◆ INPUT FOR THIS TASK
-----
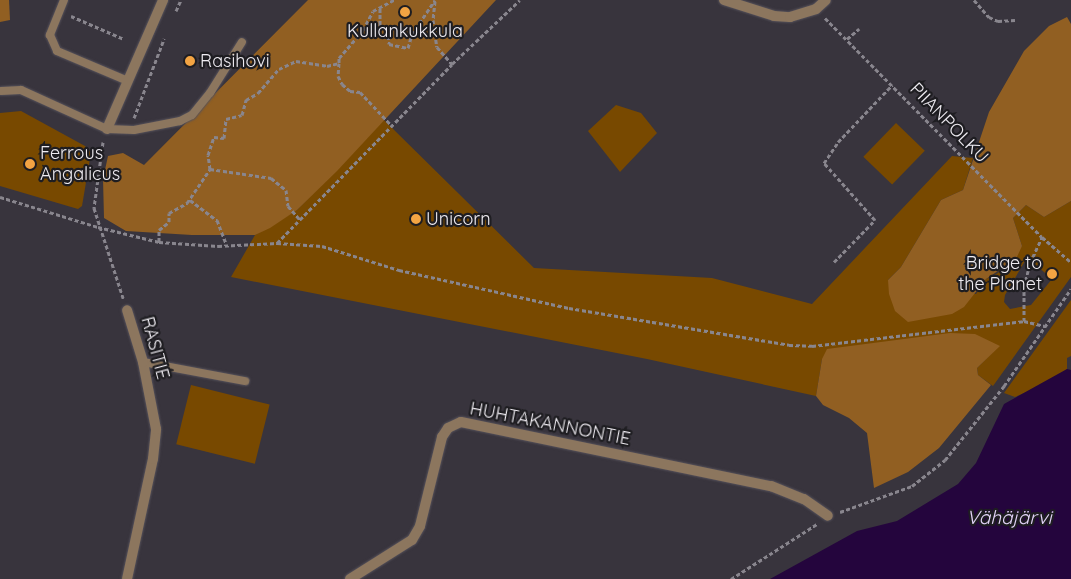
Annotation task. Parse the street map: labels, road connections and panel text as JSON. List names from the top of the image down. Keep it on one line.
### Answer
{"streets":{"street":["RASITIE","HUHTAKANNONTIE"],"path":["PIIANPOLKU"]},"water":["Vähäjärvi"],"places":["Kullankukkula","Rasihovi","Ferrous Angalicus","Unicorn","Bridge to the Planet"]}
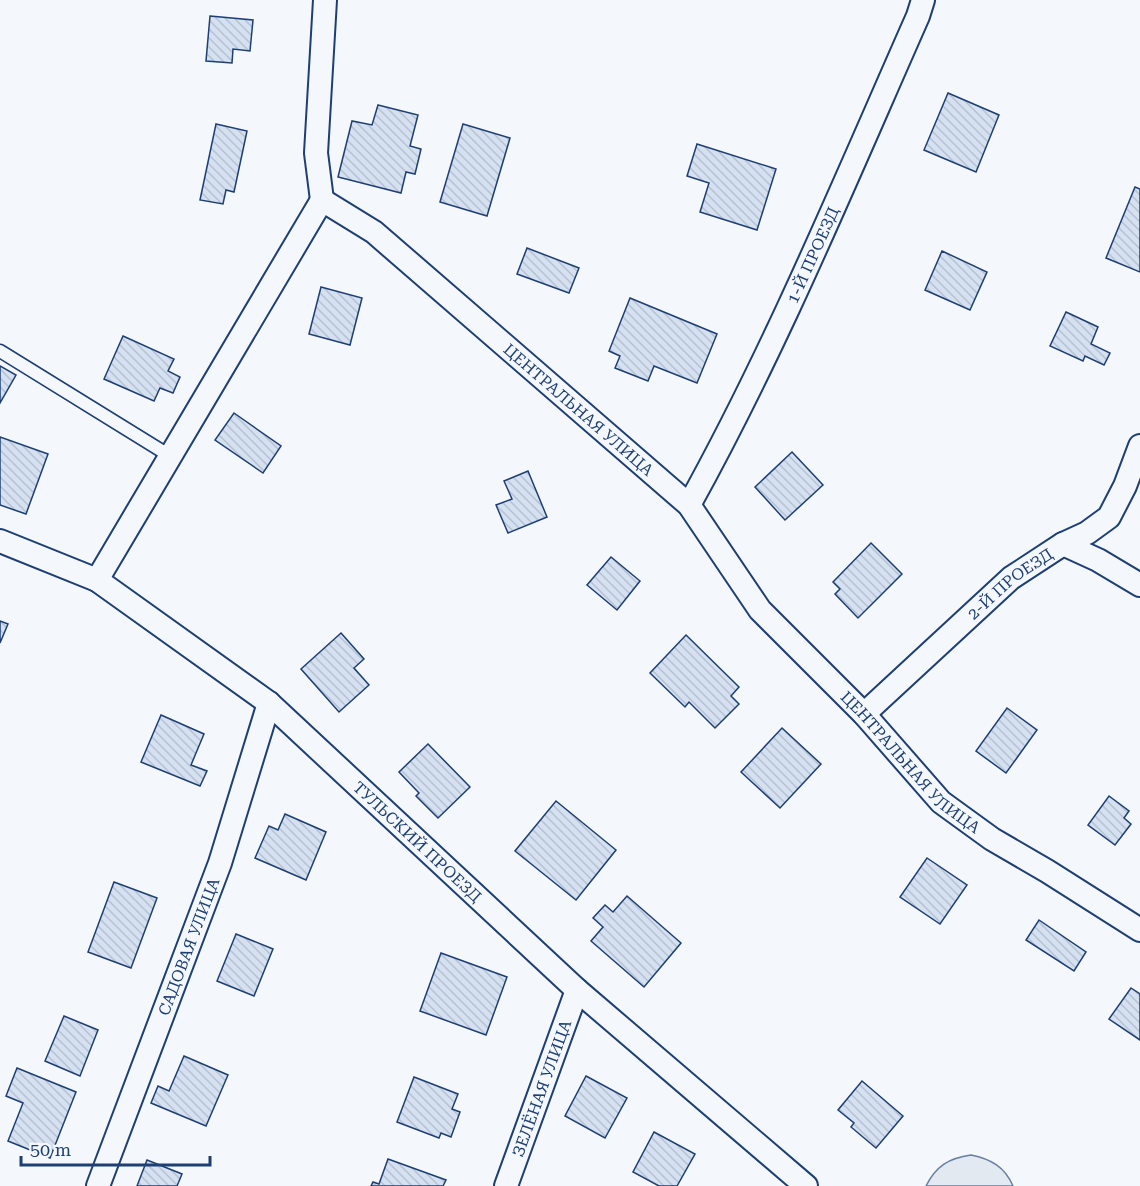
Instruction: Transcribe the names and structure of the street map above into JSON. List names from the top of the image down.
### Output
{
  "streets": {
    "street": [
      "1-Й ПРОЕЗД",
      "ЦЕНТРАЛЬНАЯ УЛИЦА",
      "2-Й ПРОЕЗД",
      "ТУЛЬСКИЙ ПРОЕЗД",
      "САДОВАЯ УЛИЦА",
      "ЗЕЛЁНАЯ УЛИЦА"
    ]
  },
  "crossings": [
    ["1-Й ПРОЕЗД", "ЦЕНТРАЛЬНАЯ УЛИЦА"],
    ["ЦЕНТРАЛЬНАЯ УЛИЦА", "2-Й ПРОЕЗД"],
    ["ТУЛЬСКИЙ ПРОЕЗД", "САДОВАЯ УЛИЦА"],
    ["ТУЛЬСКИЙ ПРОЕЗД", "ЗЕЛЁНАЯ УЛИЦА"]
  ],
  "scale_bar": "50 m"
}
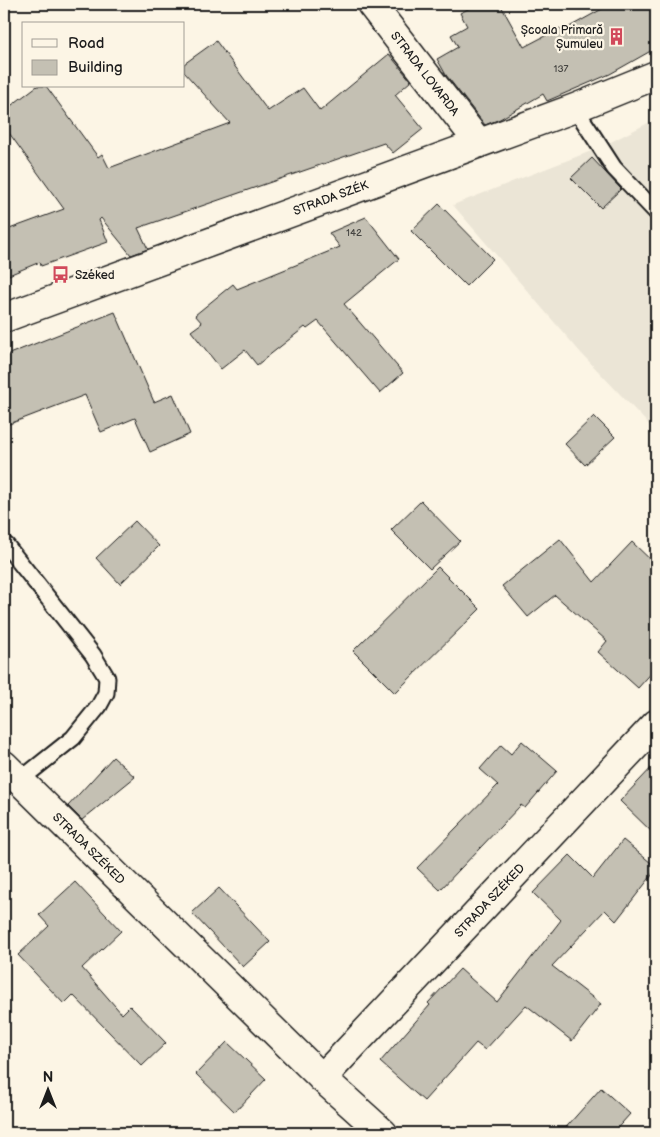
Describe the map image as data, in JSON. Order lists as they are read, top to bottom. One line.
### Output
{"streets":{"street":["STRADA LOVARDA","STRADA SZÉK","STRADA SZÉKED"]},"crossings":[["STRADA LOVARDA","STRADA SZÉK"]],"places":{"building":["Școala Primară Șumuleu"],"bus stop":["Széked"]},"house_numbers":["137","142"],"legend":["Road","Building"],"north":"top"}
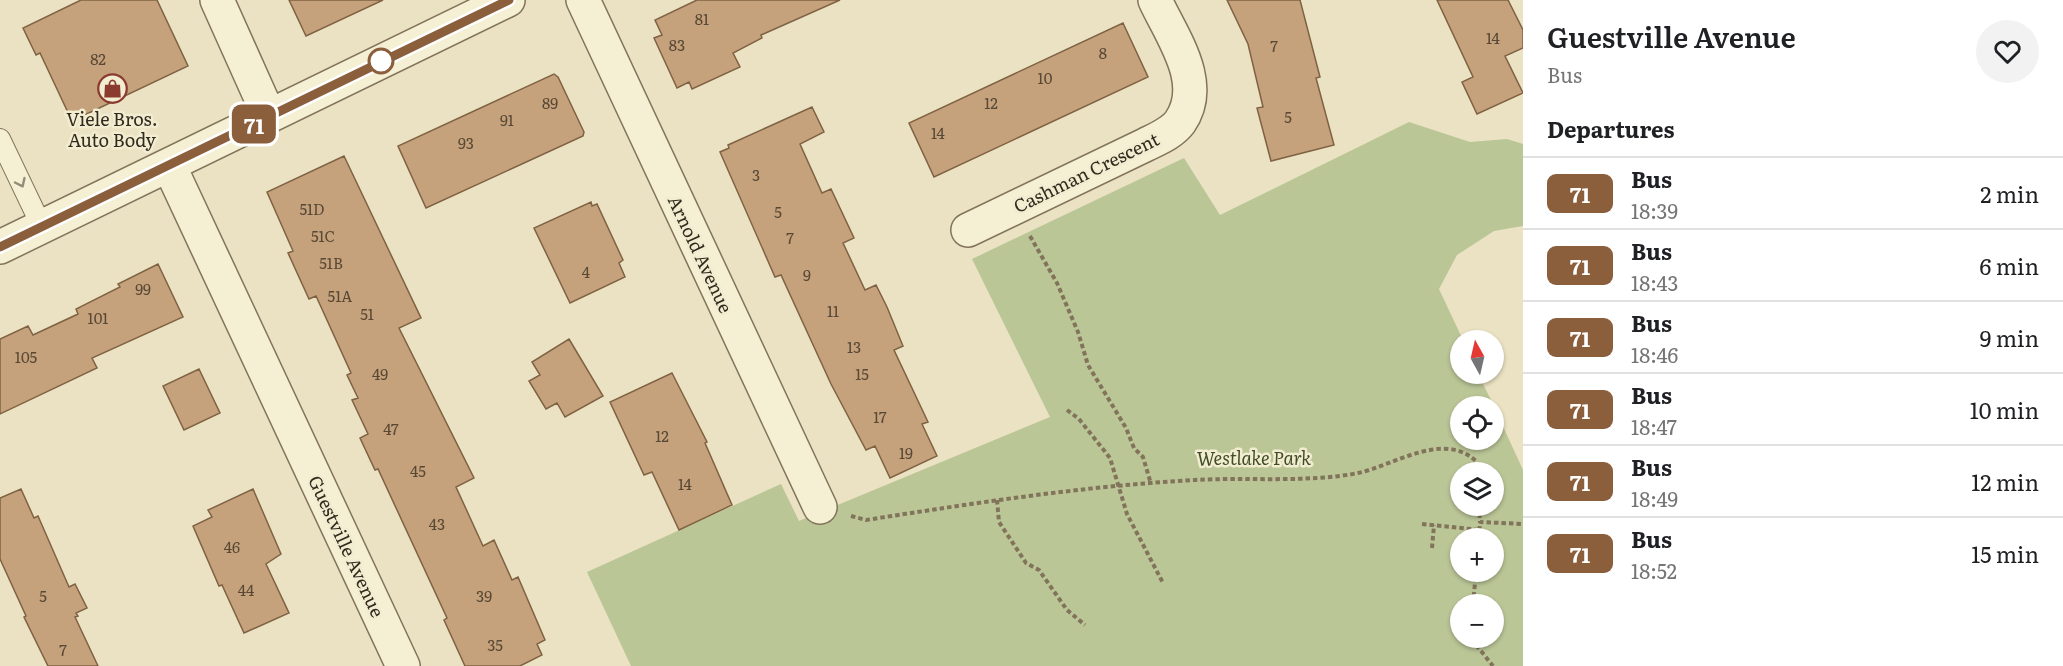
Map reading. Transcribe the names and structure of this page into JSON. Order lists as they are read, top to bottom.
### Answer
{
  "streets": {
    "street": ["Cashman Crescent", "Arnold Avenue", "Guestville Avenue"]
  },
  "parks": ["Westlake Park"],
  "places": {
    "shop": ["Viele Bros. Auto Body"]
  },
  "lines": ["bus line 71"],
  "house_numbers": [
    "81",
    "14",
    "83",
    "7",
    "8",
    "82",
    "10",
    "89",
    "12",
    "5",
    "91",
    "14",
    "93",
    "3",
    "51D",
    "5",
    "51C",
    "7",
    "51B",
    "4",
    "9",
    "99",
    "51A",
    "11",
    "51",
    "101",
    "13",
    "105",
    "49",
    "15",
    "17",
    "47",
    "12",
    "19",
    "45",
    "14",
    "43",
    "46",
    "44",
    "5",
    "39",
    "35",
    "7"
  ],
  "north": "top",
  "page": {
    "on_map": "71",
    "heading": [
      ["Guestville Avenue", "Bus"],
      "Departures"
    ],
    "list": [
      {
        "mark": "71",
        "name": "Bus",
        "note": "18:39",
        "value": "2 min"
      },
      {
        "mark": "71",
        "name": "Bus",
        "note": "18:43",
        "value": "6 min"
      },
      {
        "mark": "71",
        "name": "Bus",
        "note": "18:46",
        "value": "9 min"
      },
      {
        "mark": "71",
        "name": "Bus",
        "note": "18:47",
        "value": "10 min"
      },
      {
        "mark": "71",
        "name": "Bus",
        "note": "18:49",
        "value": "12 min"
      },
      {
        "mark": "71",
        "name": "Bus",
        "note": "18:52",
        "value": "15 min"
      }
    ],
    "map_buttons": ["+", "−"]
  }
}
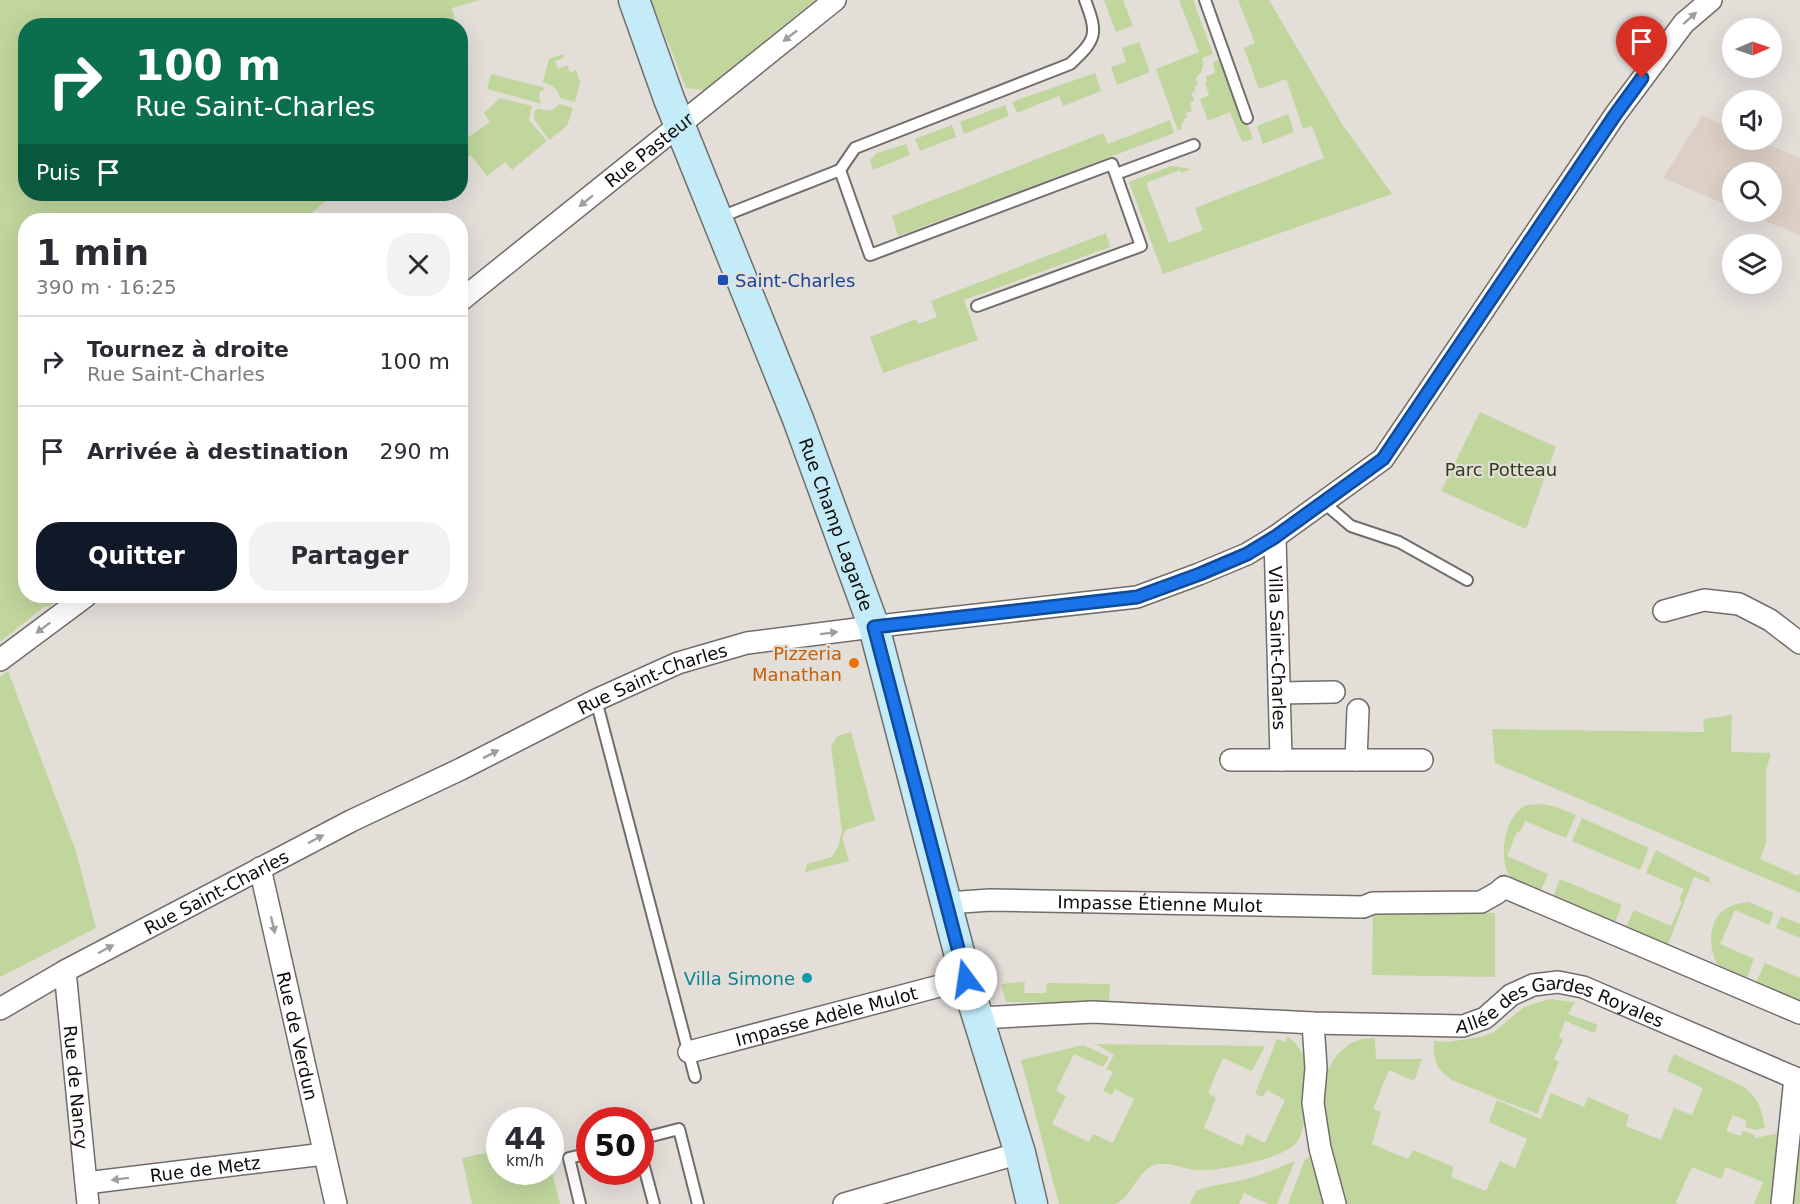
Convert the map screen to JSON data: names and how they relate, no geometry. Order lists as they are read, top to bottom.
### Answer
-----
◆ WHAT TO WORK ON
Output the lines above in full and exactly. Leave out every picture.

◆ YOUR SOLUTION
Annotation task. Parse the street map: labels, road connections and panel text as JSON. List names from the top of the image down. Keep it on one line.
### Answer
{"streets":{"street":["RASITIE","HUHTAKANNONTIE"],"path":["PIIANPOLKU"]},"water":["Vähäjärvi"],"places":["Kullankukkula","Rasihovi","Ferrous Angalicus","Unicorn","Bridge to the Planet"]}
Instruction: Transcribe the names and structure of the street map above into JSON. List names from the top of the image down.
### Output
{
  "streets": {
    "street": [
      "1-Й ПРОЕЗД",
      "ЦЕНТРАЛЬНАЯ УЛИЦА",
      "2-Й ПРОЕЗД",
      "ТУЛЬСКИЙ ПРОЕЗД",
      "САДОВАЯ УЛИЦА",
      "ЗЕЛЁНАЯ УЛИЦА"
    ]
  },
  "crossings": [
    ["1-Й ПРОЕЗД", "ЦЕНТРАЛЬНАЯ УЛИЦА"],
    ["ЦЕНТРАЛЬНАЯ УЛИЦА", "2-Й ПРОЕЗД"],
    ["ТУЛЬСКИЙ ПРОЕЗД", "САДОВАЯ УЛИЦА"],
    ["ТУЛЬСКИЙ ПРОЕЗД", "ЗЕЛЁНАЯ УЛИЦА"]
  ],
  "scale_bar": "50 m"
}
Describe the map image as data, in JSON. Order lists as they are read, top to bottom. One line.
### Output
{"streets":{"street":["STRADA LOVARDA","STRADA SZÉK","STRADA SZÉKED"]},"crossings":[["STRADA LOVARDA","STRADA SZÉK"]],"places":{"building":["Școala Primară Șumuleu"],"bus stop":["Széked"]},"house_numbers":["137","142"],"legend":["Road","Building"],"north":"top"}
Map reading. Transcribe the names and structure of this page into JSON. Order lists as they are read, top to bottom.
### Answer
{
  "streets": {
    "street": ["Cashman Crescent", "Arnold Avenue", "Guestville Avenue"]
  },
  "parks": ["Westlake Park"],
  "places": {
    "shop": ["Viele Bros. Auto Body"]
  },
  "lines": ["bus line 71"],
  "house_numbers": [
    "81",
    "14",
    "83",
    "7",
    "8",
    "82",
    "10",
    "89",
    "12",
    "5",
    "91",
    "14",
    "93",
    "3",
    "51D",
    "5",
    "51C",
    "7",
    "51B",
    "4",
    "9",
    "99",
    "51A",
    "11",
    "51",
    "101",
    "13",
    "105",
    "49",
    "15",
    "17",
    "47",
    "12",
    "19",
    "45",
    "14",
    "43",
    "46",
    "44",
    "5",
    "39",
    "35",
    "7"
  ],
  "north": "top",
  "page": {
    "on_map": "71",
    "heading": [
      ["Guestville Avenue", "Bus"],
      "Departures"
    ],
    "list": [
      {
        "mark": "71",
        "name": "Bus",
        "note": "18:39",
        "value": "2 min"
      },
      {
        "mark": "71",
        "name": "Bus",
        "note": "18:43",
        "value": "6 min"
      },
      {
        "mark": "71",
        "name": "Bus",
        "note": "18:46",
        "value": "9 min"
      },
      {
        "mark": "71",
        "name": "Bus",
        "note": "18:47",
        "value": "10 min"
      },
      {
        "mark": "71",
        "name": "Bus",
        "note": "18:49",
        "value": "12 min"
      },
      {
        "mark": "71",
        "name": "Bus",
        "note": "18:52",
        "value": "15 min"
      }
    ],
    "map_buttons": ["+", "−"]
  }
}
Convert the map screen to JSON data: names and how they relate, no geometry. Order lists as they are read, top to bottom.
### Answer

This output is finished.